United States District Court, Western District of Louisiana
Sep 14, 2022
2:21-CV-02741 (W.D. La. Sep. 14, 2022)

Opinion

2:21-CV-02741

09-14-2022

PROTESTANT EPISCOPAL CHURCH OF THE GOOD SHEPHERD v. CHURCH MUTUAL INSURANCE CO S I


KAY, MAGISTRATE JUDGE

MEMORANDUM RULING

JAMES D. CAIN, JR. UNITED STATES DISTRICT JUDGE

Before the court is a Motion for Summary Judgment [doc. 21] filed by defendant Church Mutual Specialty Insurance Company (“Church Mutual”), seeking dismissal of all claims or at least the bad faith claims of plaintiff Protestant Episcopal Church of the Good Shepherd (“Good Shepherd”) on the grounds that the latter has voided its coverage by breaching certain duties under the subject insurance contract. Good Shepherd opposes the motion. Doc. 23.

I.

Background

This suit arises from damage to Good Shepherd, a religious institution located in Lake Charles, Louisiana, from Hurricane Laura in August 2020. At all relevant times Good Shepherd had in place a multi-peril insurance policy issued by Church Mutual, providing coverage to the church and school Good Shepherd operates on its property, with a blanket limit of insurance of $11,196,000.00. See doc. 20, att. 3. Good Shepherd filed suit in this court on August 23, 2021, asserting that Church Mutual has failed to timely or adequately pay on its covered losses. Doc. 1. In the petition it raises claims for breach of contract and bad faith under Louisiana law. Id.

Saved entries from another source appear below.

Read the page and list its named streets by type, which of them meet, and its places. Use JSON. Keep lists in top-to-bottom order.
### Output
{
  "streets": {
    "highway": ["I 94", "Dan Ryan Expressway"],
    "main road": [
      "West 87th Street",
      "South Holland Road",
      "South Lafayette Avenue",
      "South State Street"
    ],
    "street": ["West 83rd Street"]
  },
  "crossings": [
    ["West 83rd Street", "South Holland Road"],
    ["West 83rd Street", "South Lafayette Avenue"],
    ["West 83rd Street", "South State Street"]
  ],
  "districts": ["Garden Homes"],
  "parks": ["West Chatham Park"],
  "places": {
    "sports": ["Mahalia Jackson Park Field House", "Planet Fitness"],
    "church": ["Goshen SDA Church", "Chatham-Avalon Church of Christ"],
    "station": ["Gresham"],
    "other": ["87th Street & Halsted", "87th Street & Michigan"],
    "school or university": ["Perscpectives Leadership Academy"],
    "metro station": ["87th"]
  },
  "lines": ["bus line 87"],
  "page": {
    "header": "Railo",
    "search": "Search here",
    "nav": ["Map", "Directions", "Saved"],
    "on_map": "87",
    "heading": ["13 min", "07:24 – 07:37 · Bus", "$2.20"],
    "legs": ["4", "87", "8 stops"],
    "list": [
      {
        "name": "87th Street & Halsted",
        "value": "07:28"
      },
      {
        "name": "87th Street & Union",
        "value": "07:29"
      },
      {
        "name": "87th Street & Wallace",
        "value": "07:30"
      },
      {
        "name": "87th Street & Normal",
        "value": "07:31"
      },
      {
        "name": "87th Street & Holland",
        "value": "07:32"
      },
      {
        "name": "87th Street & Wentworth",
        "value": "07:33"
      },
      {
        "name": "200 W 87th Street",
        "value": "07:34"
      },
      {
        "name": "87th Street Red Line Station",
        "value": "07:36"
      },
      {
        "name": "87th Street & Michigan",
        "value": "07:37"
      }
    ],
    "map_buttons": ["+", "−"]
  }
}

The case proceeded through the streamlined settlement process outlined in the court's Case Management Order for first-party insurance claims arising from Hurricanes Laura and Delta, but did not resolve. Doc. 14. It is now set for trial on October 24, 2022. Doc. 17. Church Mutual has filed this motion for summary judgment, seeking dismissal of all claims on the grounds that Good Shepherd voided its coverage by failing to comply with certain policy terms-namely, submitting a timely proof of loss. Doc. 21. In the alternative, it maintains that at least the bad faith claims should be dismissed because of plaintiff's submission of new estimates between June 2021 and January 2022. Id. Good Shepherd opposes the motion, arguing that Church Mutual had adequate proof of loss through its prior inspections of the property to trigger its duties under the policy. Doc. 23.

II.

Summary Judgment Standard

Under Rule 56(a), “[t]he court shall grant summary judgment if the movant shows that there is no genuine dispute as to any material fact and the movant is entitled to judgment as a matter of law.” The moving party is initially responsible for identifying portions of pleadings and discovery that show the lack of a genuine issue of material fact. Tubacex, Inc. v. M/V Risan, 45 F.3d 951, 954 (5th Cir. 1995). He may meet his burden by pointing out “the absence of evidence supporting the nonmoving party's case.” Malacara v. Garber, 353 F.3d 393, 404 (5th Cir. 2003). The non-moving party is then required to go beyond the pleadings and show that there is a genuine issue of material fact for trial. Anderson v. Liberty Lobby, Inc., 477 U.S. 242, 248 (1986). To this end he must submit “significant probative evidence” in support of his claim. State Farm Life Ins. Co. v. Gutterman, 896 F.2d 116, 118 (5th Cir. 1990). “If the evidence is merely colorable, or is not significantly probative, summary judgment may be granted.” Anderson, 477 U.S. at 249 (citations omitted).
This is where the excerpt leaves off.